> [Goal of the exercise]
Each line in the records that mentions the word "bottom" needs to be listed.

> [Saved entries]
--

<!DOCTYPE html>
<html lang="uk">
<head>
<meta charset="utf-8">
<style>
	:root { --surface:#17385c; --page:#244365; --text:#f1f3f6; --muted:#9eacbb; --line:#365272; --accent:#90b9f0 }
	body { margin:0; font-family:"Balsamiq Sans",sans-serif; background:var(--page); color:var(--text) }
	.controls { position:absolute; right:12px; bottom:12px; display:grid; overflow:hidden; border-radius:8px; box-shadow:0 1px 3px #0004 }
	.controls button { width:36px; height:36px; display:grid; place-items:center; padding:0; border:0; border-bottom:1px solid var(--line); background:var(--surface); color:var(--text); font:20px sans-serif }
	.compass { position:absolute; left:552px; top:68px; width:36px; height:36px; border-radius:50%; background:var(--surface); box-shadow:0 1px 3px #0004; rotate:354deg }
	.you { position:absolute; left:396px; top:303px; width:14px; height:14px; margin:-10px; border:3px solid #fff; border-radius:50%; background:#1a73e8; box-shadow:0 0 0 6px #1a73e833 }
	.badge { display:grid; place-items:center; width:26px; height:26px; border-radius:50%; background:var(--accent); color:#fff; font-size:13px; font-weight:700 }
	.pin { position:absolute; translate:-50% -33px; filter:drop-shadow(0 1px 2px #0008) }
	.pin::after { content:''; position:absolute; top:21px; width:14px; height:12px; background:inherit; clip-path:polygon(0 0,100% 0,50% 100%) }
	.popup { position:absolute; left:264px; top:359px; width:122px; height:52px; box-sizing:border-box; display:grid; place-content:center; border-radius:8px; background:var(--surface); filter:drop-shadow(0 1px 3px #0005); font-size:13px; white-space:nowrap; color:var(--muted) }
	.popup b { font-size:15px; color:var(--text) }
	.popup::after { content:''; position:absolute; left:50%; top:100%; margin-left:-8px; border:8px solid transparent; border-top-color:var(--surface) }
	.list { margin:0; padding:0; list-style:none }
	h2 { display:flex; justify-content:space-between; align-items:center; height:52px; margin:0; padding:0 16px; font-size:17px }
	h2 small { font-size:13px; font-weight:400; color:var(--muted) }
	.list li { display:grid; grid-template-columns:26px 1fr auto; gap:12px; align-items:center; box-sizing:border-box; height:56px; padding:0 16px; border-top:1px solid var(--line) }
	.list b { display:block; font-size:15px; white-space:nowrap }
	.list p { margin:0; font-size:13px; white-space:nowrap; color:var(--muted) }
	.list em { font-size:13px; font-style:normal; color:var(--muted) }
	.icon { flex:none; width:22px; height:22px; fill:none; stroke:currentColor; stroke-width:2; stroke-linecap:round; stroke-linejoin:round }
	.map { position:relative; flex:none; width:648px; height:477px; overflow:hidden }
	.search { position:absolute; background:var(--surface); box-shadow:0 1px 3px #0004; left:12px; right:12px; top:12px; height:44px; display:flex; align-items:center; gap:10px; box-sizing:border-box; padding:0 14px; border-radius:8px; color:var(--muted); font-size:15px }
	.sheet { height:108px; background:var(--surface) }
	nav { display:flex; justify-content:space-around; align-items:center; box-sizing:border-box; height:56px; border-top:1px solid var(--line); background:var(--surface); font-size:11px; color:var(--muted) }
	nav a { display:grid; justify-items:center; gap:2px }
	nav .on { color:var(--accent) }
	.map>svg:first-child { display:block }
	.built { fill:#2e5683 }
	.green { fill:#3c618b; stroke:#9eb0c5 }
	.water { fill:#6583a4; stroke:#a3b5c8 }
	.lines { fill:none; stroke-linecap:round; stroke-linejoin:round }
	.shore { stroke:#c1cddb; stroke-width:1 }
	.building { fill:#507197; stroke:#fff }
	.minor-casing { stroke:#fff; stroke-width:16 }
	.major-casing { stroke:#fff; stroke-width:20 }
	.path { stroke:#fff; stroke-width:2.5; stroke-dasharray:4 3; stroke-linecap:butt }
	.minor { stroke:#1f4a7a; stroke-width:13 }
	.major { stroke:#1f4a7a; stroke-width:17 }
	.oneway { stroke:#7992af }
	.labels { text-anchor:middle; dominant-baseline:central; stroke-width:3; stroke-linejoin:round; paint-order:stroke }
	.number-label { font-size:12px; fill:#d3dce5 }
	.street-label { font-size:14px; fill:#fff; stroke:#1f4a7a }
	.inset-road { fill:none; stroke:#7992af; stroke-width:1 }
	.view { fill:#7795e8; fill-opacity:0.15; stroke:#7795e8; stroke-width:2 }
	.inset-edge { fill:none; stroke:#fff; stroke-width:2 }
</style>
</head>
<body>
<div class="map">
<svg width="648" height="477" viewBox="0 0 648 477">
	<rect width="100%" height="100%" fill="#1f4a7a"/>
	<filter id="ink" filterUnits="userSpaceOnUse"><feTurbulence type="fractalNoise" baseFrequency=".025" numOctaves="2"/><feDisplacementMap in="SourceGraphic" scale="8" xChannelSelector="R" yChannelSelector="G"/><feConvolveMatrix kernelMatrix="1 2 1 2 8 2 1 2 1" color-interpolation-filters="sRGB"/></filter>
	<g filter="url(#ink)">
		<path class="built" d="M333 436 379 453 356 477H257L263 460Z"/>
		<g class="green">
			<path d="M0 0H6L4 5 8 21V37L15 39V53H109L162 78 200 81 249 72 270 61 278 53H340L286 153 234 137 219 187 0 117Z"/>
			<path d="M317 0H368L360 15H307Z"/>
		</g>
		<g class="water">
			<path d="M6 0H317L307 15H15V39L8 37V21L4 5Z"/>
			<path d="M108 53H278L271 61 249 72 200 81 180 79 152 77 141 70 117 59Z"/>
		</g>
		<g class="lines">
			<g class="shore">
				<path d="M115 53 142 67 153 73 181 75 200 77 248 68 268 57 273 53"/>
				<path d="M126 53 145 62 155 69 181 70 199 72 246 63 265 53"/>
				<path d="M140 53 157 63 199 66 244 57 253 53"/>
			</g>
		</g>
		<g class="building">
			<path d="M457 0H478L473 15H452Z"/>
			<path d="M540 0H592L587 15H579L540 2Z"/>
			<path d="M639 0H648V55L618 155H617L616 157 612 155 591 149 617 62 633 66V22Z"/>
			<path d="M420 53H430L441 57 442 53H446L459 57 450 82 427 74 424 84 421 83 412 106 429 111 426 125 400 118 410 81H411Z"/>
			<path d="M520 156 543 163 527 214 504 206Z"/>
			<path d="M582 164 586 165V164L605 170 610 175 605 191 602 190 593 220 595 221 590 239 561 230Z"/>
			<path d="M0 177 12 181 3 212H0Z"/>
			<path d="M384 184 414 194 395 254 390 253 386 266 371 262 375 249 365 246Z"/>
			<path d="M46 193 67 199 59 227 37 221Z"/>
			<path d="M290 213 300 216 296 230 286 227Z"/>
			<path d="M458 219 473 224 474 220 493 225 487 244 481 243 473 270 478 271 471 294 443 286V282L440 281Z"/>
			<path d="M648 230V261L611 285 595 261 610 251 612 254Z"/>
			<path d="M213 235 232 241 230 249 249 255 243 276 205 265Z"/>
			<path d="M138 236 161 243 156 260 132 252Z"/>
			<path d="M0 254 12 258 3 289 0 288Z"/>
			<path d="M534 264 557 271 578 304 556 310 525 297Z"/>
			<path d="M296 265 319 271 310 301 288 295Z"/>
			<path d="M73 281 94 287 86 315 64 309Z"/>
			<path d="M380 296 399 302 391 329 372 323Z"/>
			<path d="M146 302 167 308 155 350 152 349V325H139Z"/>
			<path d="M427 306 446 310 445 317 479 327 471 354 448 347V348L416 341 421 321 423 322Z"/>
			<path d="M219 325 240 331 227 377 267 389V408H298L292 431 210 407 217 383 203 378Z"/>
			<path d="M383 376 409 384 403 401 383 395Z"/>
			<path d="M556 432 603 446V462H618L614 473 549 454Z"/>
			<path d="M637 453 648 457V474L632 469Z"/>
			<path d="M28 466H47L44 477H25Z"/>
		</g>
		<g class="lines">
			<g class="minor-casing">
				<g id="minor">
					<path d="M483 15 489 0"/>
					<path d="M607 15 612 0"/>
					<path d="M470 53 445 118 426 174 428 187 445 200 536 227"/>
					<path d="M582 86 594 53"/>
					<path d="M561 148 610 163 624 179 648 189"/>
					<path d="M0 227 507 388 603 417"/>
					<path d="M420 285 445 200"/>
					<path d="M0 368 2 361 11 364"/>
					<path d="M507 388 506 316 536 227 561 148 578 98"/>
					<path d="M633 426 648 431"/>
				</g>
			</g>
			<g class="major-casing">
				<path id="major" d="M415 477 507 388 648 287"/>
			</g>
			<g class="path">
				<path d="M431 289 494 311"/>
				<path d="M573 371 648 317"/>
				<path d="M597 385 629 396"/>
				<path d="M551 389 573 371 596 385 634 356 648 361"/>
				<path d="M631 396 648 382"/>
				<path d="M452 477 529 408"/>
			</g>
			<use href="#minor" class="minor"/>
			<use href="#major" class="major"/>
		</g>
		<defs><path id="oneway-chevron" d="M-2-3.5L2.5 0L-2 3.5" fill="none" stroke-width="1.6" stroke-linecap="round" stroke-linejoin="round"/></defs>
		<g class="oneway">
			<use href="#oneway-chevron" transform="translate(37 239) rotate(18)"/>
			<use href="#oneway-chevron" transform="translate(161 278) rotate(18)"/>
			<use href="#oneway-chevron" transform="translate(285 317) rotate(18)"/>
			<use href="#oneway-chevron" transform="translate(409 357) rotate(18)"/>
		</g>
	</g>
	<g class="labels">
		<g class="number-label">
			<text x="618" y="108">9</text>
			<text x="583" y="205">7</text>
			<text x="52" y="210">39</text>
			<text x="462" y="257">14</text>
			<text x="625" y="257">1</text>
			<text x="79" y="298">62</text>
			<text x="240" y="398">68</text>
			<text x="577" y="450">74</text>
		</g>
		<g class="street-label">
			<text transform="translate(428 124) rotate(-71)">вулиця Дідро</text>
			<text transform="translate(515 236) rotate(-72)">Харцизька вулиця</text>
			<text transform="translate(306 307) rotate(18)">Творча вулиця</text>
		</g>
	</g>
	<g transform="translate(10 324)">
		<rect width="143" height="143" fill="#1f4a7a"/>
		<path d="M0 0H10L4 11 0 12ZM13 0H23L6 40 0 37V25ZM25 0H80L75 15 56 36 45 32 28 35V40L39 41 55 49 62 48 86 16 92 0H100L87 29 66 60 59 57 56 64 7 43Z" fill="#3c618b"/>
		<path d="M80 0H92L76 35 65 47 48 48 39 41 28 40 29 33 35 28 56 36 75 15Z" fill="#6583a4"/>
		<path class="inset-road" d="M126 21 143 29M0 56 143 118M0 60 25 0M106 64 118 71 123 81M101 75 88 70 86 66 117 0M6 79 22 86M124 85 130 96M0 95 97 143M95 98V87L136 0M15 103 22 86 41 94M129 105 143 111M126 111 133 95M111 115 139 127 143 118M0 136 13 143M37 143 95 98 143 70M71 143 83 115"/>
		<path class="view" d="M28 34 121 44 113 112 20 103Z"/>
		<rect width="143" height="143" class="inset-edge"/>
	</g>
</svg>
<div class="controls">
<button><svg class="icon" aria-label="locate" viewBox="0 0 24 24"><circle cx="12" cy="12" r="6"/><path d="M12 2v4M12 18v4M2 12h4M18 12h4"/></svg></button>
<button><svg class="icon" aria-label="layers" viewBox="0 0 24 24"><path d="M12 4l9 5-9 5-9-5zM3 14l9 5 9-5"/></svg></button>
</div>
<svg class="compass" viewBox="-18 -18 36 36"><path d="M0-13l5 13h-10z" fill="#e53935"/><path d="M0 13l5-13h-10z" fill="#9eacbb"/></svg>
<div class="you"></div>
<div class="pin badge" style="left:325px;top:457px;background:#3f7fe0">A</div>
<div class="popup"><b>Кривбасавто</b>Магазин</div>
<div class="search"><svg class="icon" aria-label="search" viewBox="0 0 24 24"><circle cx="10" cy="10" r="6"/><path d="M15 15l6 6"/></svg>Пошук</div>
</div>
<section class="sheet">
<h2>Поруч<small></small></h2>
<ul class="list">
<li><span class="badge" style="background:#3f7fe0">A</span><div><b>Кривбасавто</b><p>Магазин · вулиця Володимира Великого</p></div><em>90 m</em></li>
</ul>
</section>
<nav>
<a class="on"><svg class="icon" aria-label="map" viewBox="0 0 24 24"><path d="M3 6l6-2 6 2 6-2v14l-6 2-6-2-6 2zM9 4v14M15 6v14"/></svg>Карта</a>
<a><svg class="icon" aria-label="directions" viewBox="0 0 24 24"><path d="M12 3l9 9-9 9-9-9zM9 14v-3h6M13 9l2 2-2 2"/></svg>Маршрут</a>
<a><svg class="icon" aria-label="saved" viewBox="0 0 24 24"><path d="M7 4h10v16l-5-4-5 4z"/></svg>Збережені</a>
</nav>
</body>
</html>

--

> [Reply to the exercise]
	.controls { position:absolute; right:12px; bottom:12px; display:grid; overflow:hidden; border-radius:8px; box-shadow:0 1px 3px #0004 }
	.controls button { width:36px; height:36px; display:grid; place-items:center; padding:0; border:0; border-bottom:1px solid var(--line); background:var(--surface); color:var(--text); font:20px sans-serif }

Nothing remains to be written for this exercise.